**Goal of the exercise:**
Your task is to repeat the lines below exactly, excluding any pictures they contain.

#### Records provided

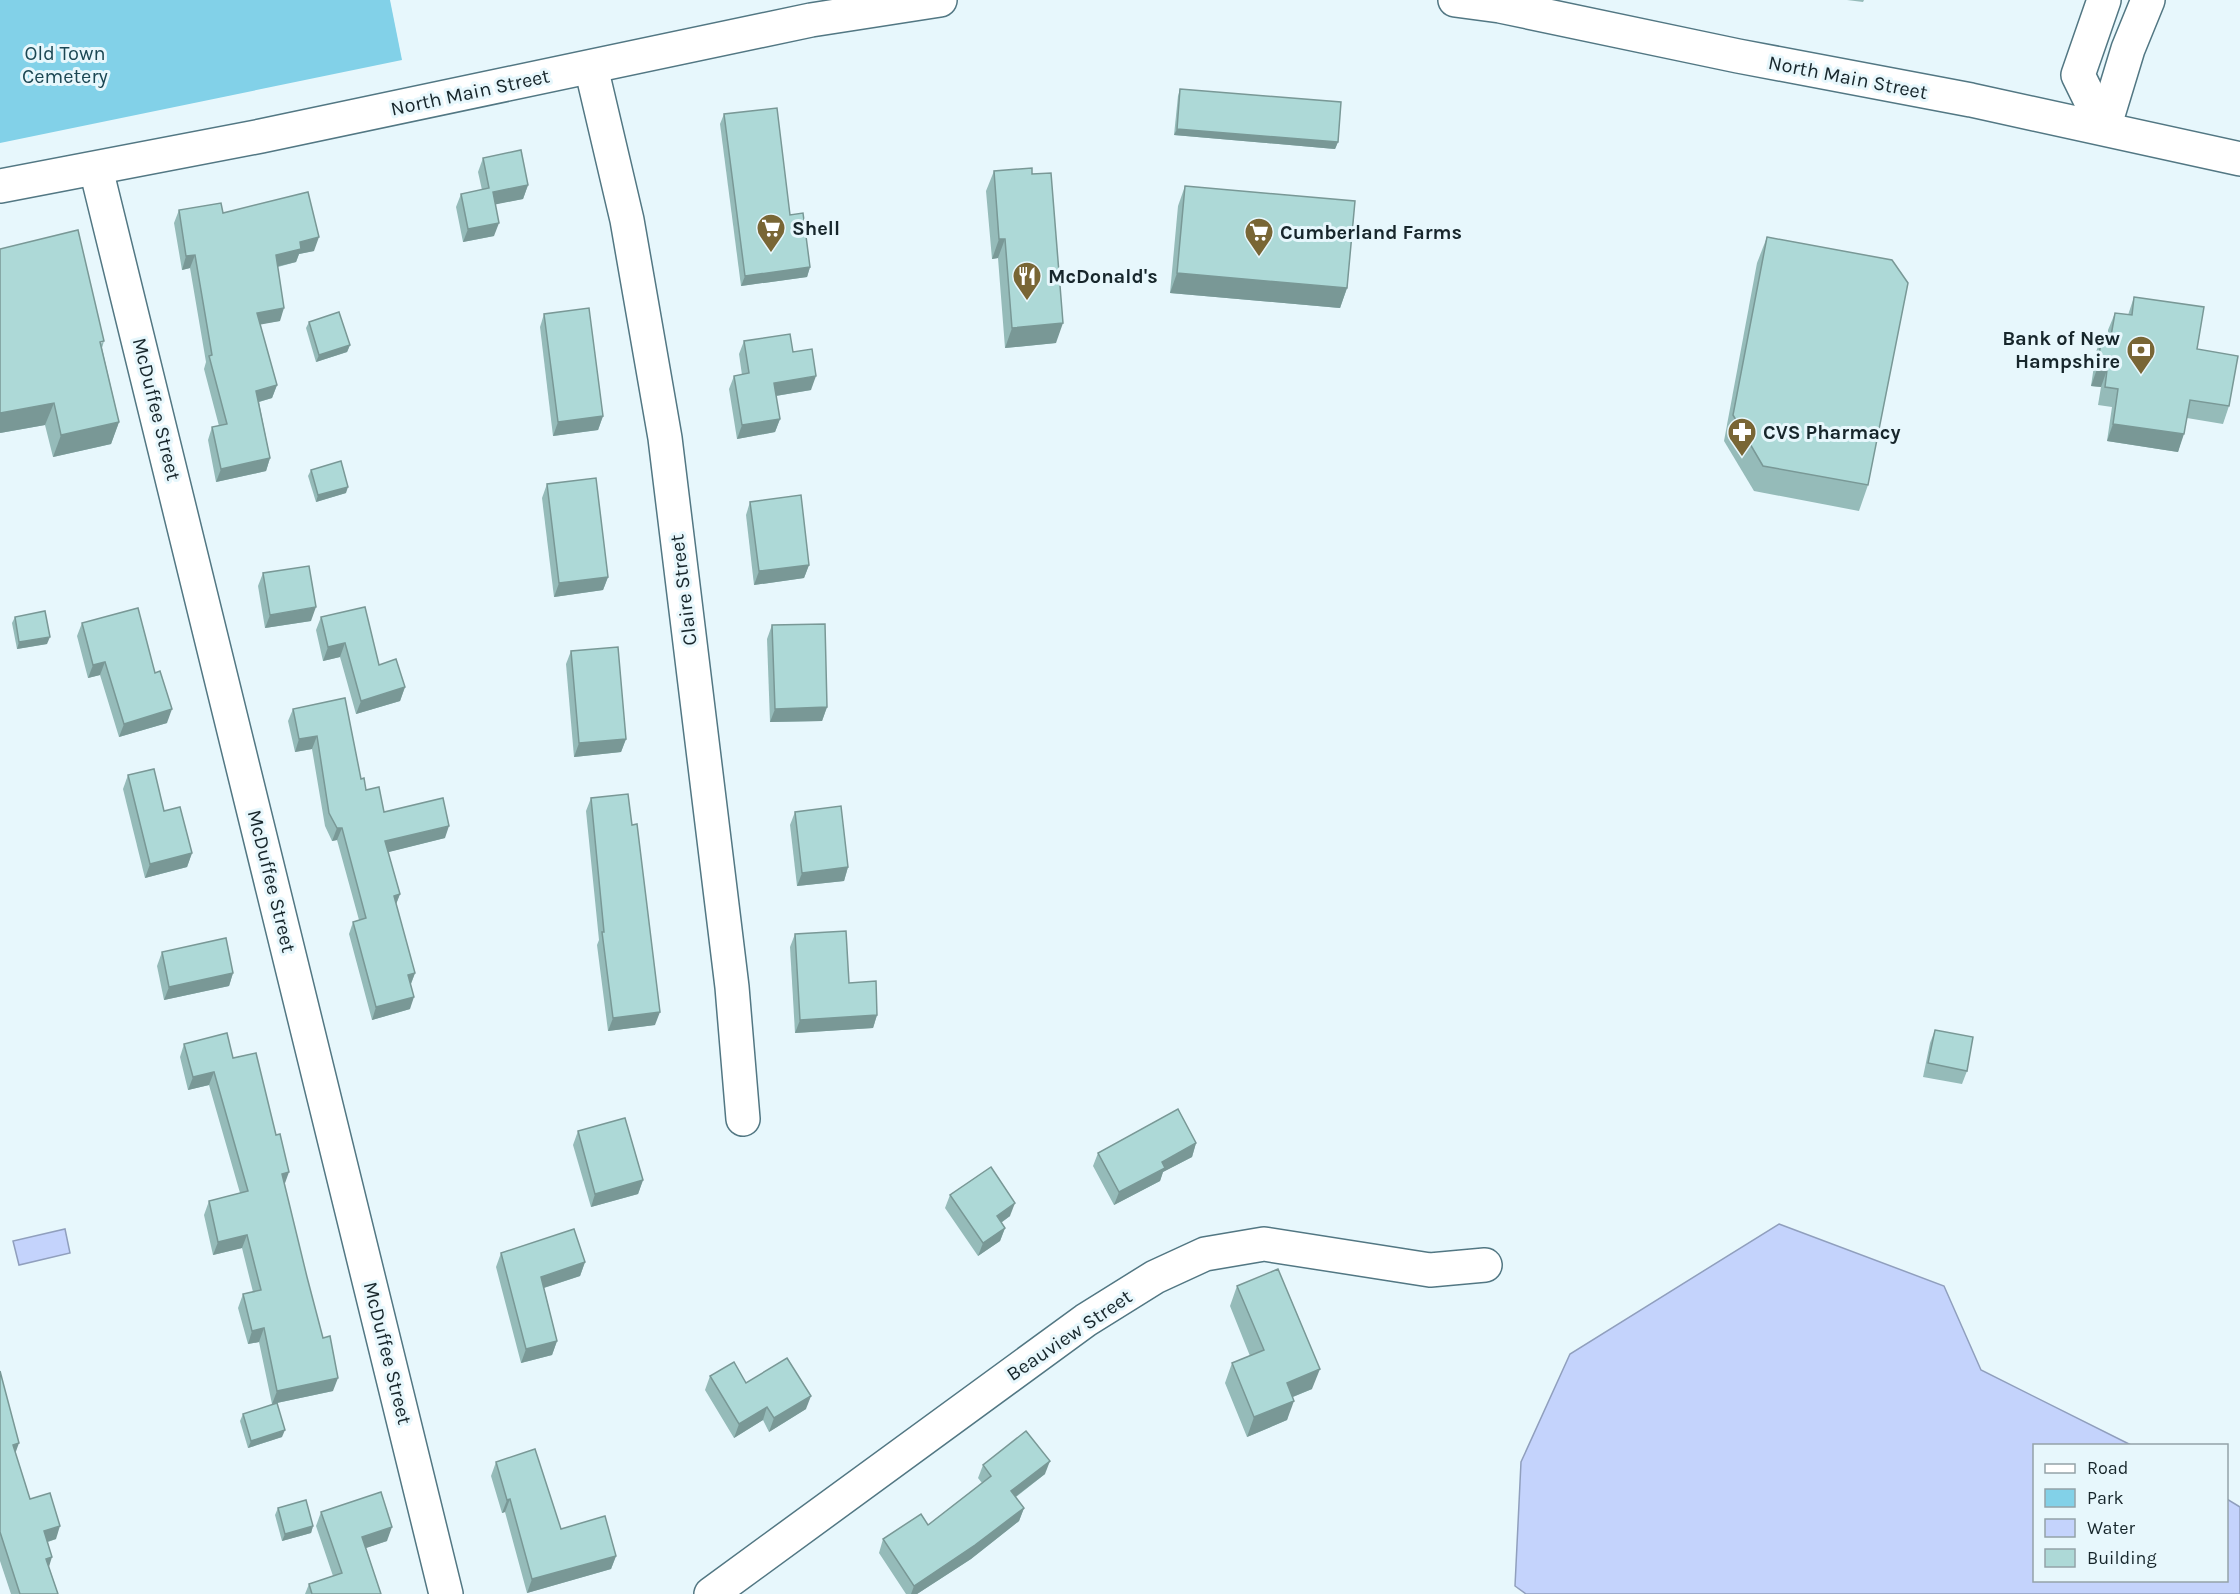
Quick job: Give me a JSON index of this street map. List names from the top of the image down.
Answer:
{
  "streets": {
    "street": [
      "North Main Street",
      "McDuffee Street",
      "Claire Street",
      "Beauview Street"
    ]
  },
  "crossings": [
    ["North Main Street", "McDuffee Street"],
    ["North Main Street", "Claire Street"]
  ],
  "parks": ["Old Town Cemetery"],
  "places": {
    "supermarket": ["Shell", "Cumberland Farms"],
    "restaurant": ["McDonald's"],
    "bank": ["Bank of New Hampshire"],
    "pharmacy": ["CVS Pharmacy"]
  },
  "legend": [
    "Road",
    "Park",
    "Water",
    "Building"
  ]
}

########

**Output below:**
Quick job: Give me a JSON index of this street map. List names from the top of the image down.
Answer:
{
  "streets": {
    "street": [
      "North Main Street",
      "McDuffee Street",
      "Claire Street",
      "Beauview Street"
    ]
  },
  "crossings": [
    ["North Main Street", "McDuffee Street"],
    ["North Main Street", "Claire Street"]
  ],
  "parks": ["Old Town Cemetery"],
  "places": {
    "supermarket": ["Shell", "Cumberland Farms"],
    "restaurant": ["McDonald's"],
    "bank": ["Bank of New Hampshire"],
    "pharmacy": ["CVS Pharmacy"]
  },
  "legend": [
    "Road",
    "Park",
    "Water",
    "Building"
  ]
}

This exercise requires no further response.